Tivicay would still need to be prescribed with an NRTI backbone, like Gilead's Truvada or ViiV's own Epzicom. So ViiV would have needed to convince doctors to switch patients off of a one-pill, once-daily regimen (Atripla) to what would, at the very least, have been two pills once a day.

When co-formulated with ViiV's fixed-dose combo Epzicom (abacavir sulfate + lamivudine), however, there is some speculation it could help boost Tivicay's potential to eventually chip away at Gilead's dominance. The experimental combo could reach market next year.

But it would still need to wrangle with Gilead's various once-daily fixed dose combination products, including Atripla, Complera, and Stribild (quad pill), wrote the Bernstein analyst Tim Anderson in an earlier research note.
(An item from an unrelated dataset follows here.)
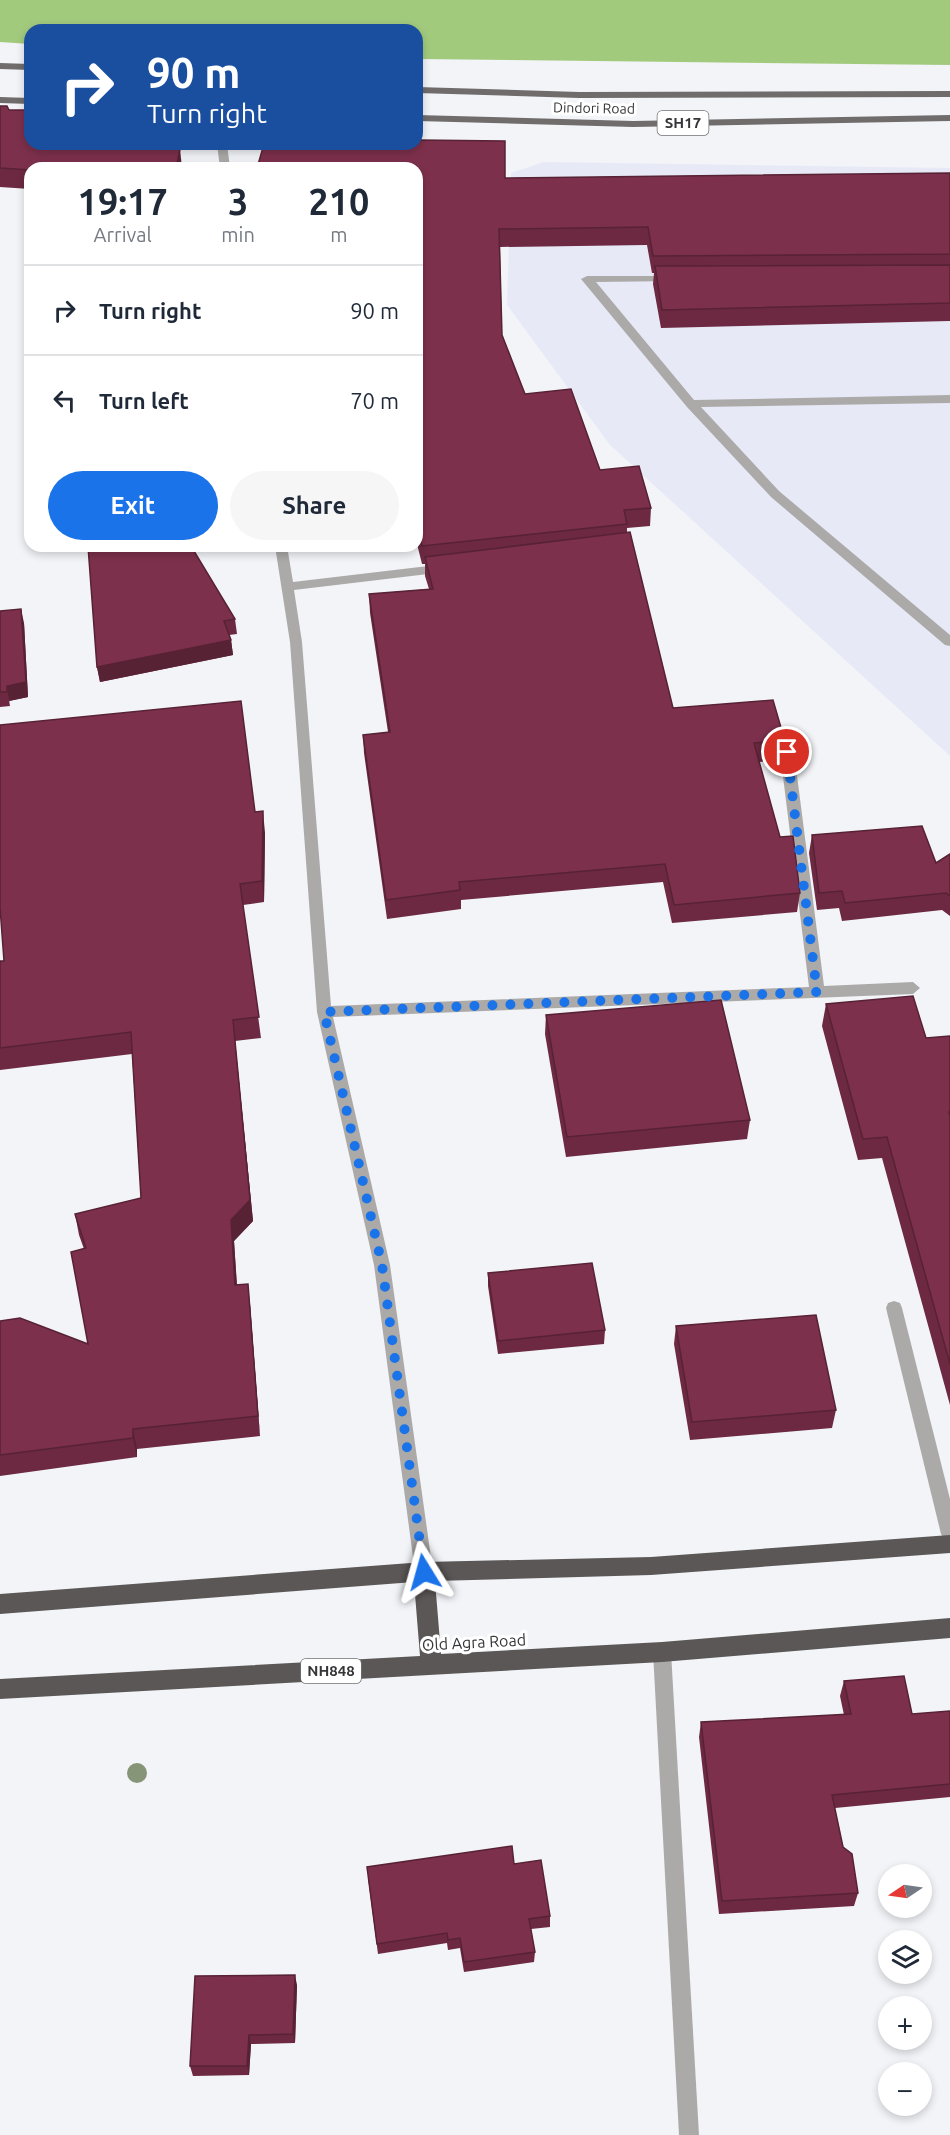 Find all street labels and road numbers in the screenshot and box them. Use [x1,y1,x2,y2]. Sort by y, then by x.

What's more, Anderson noted, “Since Tivicay is a potent, once-daily integrase inhibitor, it is a natural candidate for
fixed-dose combination with other drugs commonly used in cocktail therapy such as NRTI's but GSK
unfortunately does not have the ideal in-house drugs with which to combine dolutegravir – Epzicom is
not an ideal combination product partly because of its perceived cardiovascular toxicity."

Meanwhile, dolutegravir was filed in the EU in December 2012 and a review is in progress with the European Medicines Agency (EMA). Anderson forecast Tivicay sales of £941 million by 2020.